Jimmy Santiago Baca’s memoir A Place to Stand, is heartbreaking, harrowing, and ultimately hopeful piece of writing. In his memoir he explores his past and it’s relation to his incarceration and how he ultimately rose from the dehumanizing ashes of the criminal justice system to become an award-winning poet and later went on to found the organization Cedar Tree Inc. which sets out to “transform lives through reading and writing.”
As someone who has experienced personal transformation through creative writing, I clung to Baca’s words as tightly as I hold my own. Yet even still, having had my transformation during a short stint in a mental institute rather than years in a federal prison, I was far more moved by Baca’s story than I was by even my own experience.
There is pure magic in rebuilding a creative life by piecing near-forgotten scraps of humans together with poetry. That magic is evident both in Baca’s exquisite prose in his memoir and through hearing him speak in the documentary version of his experience. The life in his verbal speech and the beauty in his written voice make it difficult to imagine Baca as a young man attacking fellow inmates within the jail. But that is the transformation and the magic. When a person is so moved by writing that their past self is unimaginable, but still tangible, then that is pure pulchritude.

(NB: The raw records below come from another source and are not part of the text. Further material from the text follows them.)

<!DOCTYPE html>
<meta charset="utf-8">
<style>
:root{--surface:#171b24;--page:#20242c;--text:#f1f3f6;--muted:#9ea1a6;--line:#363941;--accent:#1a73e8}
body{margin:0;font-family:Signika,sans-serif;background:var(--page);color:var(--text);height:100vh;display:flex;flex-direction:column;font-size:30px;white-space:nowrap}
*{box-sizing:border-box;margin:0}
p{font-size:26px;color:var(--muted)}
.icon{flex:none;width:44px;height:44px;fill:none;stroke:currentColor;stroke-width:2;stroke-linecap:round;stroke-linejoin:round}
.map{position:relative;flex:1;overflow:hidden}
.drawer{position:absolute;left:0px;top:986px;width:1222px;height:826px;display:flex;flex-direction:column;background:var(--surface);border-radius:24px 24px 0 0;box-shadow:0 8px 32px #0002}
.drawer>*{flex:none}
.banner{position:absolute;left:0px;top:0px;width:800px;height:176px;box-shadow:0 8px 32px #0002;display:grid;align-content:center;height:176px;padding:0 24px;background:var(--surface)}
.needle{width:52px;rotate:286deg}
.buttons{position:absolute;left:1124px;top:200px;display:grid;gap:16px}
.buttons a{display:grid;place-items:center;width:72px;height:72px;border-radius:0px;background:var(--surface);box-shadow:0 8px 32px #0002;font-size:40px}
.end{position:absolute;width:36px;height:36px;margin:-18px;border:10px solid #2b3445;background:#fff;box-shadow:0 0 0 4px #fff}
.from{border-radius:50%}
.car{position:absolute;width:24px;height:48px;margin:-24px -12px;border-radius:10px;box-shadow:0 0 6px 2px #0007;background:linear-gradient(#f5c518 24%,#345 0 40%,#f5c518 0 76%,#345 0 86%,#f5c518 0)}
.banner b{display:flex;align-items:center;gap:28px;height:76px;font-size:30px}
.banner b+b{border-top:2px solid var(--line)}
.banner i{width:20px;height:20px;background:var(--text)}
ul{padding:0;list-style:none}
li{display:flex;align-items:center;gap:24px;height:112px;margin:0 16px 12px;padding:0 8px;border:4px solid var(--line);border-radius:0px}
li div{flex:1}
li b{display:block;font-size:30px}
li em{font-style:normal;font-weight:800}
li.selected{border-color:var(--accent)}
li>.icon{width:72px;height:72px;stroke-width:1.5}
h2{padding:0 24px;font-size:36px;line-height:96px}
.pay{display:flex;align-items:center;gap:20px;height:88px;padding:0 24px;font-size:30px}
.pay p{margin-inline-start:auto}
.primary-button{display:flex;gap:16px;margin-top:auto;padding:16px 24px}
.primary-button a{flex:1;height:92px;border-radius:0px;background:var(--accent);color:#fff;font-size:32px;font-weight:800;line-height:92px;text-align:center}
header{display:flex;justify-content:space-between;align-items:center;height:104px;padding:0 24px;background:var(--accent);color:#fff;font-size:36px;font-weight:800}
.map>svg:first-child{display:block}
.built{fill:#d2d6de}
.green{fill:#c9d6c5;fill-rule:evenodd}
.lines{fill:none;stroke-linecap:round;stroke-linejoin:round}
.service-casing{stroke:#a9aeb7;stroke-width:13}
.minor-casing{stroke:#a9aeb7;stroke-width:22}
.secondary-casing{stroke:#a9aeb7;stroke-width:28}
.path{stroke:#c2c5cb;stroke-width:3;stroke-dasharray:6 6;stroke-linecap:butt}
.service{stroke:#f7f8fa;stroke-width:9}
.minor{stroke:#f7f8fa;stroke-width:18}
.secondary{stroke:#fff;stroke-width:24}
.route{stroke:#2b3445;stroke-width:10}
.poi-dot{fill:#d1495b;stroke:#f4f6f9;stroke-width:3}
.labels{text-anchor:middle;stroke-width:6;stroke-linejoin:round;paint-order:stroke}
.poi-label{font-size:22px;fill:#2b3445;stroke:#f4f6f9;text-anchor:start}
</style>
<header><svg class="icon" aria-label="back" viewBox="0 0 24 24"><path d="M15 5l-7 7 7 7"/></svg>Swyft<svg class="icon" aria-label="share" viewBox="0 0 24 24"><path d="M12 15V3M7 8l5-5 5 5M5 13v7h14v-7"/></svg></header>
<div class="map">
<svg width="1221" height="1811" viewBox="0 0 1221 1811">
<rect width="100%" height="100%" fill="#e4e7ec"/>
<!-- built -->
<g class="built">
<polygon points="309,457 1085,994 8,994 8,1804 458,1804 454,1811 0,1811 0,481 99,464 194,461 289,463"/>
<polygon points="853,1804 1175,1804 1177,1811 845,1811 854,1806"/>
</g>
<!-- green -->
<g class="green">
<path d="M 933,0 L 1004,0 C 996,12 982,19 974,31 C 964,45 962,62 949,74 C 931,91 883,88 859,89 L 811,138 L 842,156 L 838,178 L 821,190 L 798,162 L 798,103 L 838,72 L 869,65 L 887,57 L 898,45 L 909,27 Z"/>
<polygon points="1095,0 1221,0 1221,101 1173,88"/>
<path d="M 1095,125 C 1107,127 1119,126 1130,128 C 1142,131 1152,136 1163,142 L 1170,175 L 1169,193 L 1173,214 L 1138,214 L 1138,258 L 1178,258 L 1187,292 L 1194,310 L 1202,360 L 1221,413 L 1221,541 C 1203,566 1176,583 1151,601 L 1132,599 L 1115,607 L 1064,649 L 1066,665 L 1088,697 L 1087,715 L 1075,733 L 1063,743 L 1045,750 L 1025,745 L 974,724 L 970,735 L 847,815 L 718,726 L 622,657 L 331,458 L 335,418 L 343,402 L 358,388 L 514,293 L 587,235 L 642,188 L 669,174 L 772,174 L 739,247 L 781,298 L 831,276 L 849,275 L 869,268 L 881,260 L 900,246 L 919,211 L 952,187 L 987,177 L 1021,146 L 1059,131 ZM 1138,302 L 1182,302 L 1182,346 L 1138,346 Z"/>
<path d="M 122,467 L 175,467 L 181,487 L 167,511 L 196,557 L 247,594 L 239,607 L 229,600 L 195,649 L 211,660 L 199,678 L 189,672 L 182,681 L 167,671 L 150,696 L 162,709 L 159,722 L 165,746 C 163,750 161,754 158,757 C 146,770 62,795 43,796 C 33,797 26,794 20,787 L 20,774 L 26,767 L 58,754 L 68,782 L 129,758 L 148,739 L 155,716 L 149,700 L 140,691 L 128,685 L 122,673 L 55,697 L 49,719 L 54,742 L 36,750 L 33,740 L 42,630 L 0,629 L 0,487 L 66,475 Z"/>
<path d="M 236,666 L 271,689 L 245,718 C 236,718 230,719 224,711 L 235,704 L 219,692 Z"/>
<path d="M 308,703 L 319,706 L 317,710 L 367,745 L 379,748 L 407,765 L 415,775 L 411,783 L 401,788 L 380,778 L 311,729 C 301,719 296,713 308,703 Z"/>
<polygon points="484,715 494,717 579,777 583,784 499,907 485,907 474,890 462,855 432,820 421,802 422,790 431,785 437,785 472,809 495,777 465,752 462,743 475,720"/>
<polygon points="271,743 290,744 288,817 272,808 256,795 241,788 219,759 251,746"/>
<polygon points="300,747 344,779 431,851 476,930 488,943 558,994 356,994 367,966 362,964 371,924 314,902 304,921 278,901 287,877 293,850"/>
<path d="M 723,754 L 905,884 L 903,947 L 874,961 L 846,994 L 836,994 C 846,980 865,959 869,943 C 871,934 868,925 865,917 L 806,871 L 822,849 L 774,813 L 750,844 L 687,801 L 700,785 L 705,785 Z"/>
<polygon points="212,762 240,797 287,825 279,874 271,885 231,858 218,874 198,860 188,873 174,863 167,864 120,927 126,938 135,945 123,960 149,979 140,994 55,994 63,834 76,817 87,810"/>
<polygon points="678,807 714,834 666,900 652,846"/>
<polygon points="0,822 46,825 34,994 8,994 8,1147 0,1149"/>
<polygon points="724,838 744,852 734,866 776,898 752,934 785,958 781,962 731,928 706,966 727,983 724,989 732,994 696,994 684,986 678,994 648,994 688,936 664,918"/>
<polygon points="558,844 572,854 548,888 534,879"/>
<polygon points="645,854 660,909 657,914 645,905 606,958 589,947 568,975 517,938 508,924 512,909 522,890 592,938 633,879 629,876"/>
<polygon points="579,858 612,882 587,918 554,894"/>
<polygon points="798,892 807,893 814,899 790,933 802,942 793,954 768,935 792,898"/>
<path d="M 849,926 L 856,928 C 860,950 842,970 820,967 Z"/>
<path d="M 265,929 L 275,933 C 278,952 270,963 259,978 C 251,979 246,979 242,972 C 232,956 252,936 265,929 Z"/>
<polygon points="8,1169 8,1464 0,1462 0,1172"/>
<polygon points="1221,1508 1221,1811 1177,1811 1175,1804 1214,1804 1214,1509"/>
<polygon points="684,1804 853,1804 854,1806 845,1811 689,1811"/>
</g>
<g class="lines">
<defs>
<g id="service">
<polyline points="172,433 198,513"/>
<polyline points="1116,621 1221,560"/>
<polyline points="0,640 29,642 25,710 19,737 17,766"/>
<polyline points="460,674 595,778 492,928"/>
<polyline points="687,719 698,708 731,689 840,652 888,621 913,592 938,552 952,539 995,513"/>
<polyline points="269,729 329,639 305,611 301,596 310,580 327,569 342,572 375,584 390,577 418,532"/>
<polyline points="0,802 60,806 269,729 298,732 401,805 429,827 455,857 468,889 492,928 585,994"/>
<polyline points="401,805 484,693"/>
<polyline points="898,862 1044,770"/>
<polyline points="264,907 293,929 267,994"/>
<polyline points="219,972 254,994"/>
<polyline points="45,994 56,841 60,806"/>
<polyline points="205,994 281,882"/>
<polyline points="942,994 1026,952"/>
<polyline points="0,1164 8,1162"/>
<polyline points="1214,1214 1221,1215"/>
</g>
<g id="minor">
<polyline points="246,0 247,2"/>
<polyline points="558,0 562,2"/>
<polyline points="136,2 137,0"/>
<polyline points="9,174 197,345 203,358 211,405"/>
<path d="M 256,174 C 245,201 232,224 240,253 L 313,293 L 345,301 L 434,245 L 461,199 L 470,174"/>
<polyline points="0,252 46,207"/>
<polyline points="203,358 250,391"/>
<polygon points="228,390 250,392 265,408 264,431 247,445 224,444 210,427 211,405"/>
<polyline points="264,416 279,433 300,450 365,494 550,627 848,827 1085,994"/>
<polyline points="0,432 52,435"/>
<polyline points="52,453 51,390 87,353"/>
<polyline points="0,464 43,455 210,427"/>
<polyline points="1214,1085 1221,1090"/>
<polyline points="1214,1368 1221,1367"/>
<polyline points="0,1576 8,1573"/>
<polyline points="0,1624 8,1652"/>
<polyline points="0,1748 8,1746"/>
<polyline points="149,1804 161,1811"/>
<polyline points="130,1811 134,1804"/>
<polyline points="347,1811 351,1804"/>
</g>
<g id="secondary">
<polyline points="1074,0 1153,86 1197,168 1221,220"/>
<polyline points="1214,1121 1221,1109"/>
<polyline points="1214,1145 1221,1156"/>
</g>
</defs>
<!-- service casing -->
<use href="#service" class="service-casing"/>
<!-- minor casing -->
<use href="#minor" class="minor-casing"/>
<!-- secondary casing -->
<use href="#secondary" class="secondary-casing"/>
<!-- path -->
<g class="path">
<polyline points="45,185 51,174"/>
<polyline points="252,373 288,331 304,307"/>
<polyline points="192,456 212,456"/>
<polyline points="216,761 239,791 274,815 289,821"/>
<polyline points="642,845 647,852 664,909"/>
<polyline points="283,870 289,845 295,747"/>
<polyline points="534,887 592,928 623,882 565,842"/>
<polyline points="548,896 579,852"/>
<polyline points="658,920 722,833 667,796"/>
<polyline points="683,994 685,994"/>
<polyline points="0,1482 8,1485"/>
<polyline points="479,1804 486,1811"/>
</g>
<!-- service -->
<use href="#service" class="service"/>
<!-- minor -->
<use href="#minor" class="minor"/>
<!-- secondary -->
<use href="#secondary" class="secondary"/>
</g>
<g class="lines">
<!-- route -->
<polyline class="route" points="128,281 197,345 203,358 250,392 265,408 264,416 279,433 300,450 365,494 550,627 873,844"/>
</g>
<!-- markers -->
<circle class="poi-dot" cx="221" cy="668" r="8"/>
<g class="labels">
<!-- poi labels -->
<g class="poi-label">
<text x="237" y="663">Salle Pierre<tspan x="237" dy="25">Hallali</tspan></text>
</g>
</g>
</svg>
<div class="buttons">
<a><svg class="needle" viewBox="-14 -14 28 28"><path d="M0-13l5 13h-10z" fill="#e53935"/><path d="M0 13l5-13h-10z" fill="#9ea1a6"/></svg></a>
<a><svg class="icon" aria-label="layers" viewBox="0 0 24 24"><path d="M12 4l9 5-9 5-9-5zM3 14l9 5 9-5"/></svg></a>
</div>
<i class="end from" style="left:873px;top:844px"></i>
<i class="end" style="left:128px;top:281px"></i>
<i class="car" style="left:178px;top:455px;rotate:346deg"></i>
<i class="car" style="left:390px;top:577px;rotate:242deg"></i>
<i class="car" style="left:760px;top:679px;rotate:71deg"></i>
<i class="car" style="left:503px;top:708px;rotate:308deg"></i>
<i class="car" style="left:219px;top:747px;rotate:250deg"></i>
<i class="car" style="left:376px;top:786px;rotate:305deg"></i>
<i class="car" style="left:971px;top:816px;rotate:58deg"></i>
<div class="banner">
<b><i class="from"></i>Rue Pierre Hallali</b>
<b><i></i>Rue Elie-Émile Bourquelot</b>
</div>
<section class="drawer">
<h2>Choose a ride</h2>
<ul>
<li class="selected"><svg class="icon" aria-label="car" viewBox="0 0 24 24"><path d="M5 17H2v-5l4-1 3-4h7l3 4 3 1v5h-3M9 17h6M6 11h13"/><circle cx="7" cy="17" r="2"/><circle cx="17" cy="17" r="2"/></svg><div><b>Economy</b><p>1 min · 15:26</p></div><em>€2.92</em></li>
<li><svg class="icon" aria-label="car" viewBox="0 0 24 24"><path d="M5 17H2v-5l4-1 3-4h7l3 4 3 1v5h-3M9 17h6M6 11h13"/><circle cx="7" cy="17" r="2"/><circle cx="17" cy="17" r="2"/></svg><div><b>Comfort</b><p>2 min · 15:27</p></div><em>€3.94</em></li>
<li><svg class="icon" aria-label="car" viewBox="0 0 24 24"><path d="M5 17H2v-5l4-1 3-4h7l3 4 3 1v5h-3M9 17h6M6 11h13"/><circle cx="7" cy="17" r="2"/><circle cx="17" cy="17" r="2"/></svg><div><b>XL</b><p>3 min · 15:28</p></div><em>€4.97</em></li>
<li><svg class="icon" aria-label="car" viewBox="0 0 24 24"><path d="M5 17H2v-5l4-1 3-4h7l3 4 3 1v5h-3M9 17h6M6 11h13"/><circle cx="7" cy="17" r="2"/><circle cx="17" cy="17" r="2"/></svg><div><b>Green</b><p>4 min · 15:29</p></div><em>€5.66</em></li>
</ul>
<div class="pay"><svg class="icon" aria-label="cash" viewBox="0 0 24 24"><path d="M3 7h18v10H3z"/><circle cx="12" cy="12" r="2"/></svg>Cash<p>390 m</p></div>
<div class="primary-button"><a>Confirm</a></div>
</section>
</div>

And so for my 3 observations I’d like to focus on transformation and the magic of writing.
- While in the prison there are essentially two Jimmys. There is the outward Jimmy that is hard and cold as stone and the inward Jimmy that still has his humanity and emotional vulnerability. It is the stone Jimmy that attacks others and the human Jimmy that escapes isolation to Estancia. The human Jimmy begins to dissolve into stone Jimmy, the longer he is in the prison.
- Through learning to read and writing poetry, the human Jimmy is rived and reborn and in response the stone Jimmy begins to dissolve.
- After being released from prison and continuing his writing career, Jimmy founded an organization to teach poetry and literacy to incarcerated persons, thus sharing the magic he experienced and helping changing how we think of incarcerated people as a whole
I also have a few questions for Jimmy:
- Have any of your students gone on to prevail in the literary world? Maybe not to the same level of fame as yourself but have you heard of one of your workshop participants continued their writing careers outside of the prison walls?
- Do you see your past as something that you arose against, rose in spite of, or rose because of? Is it a forgive and forget, forgive and do not forget, or do not forgive and do not forget?
- In relation to the above question: if you could change one (and only one) aspect of your past, would you and why?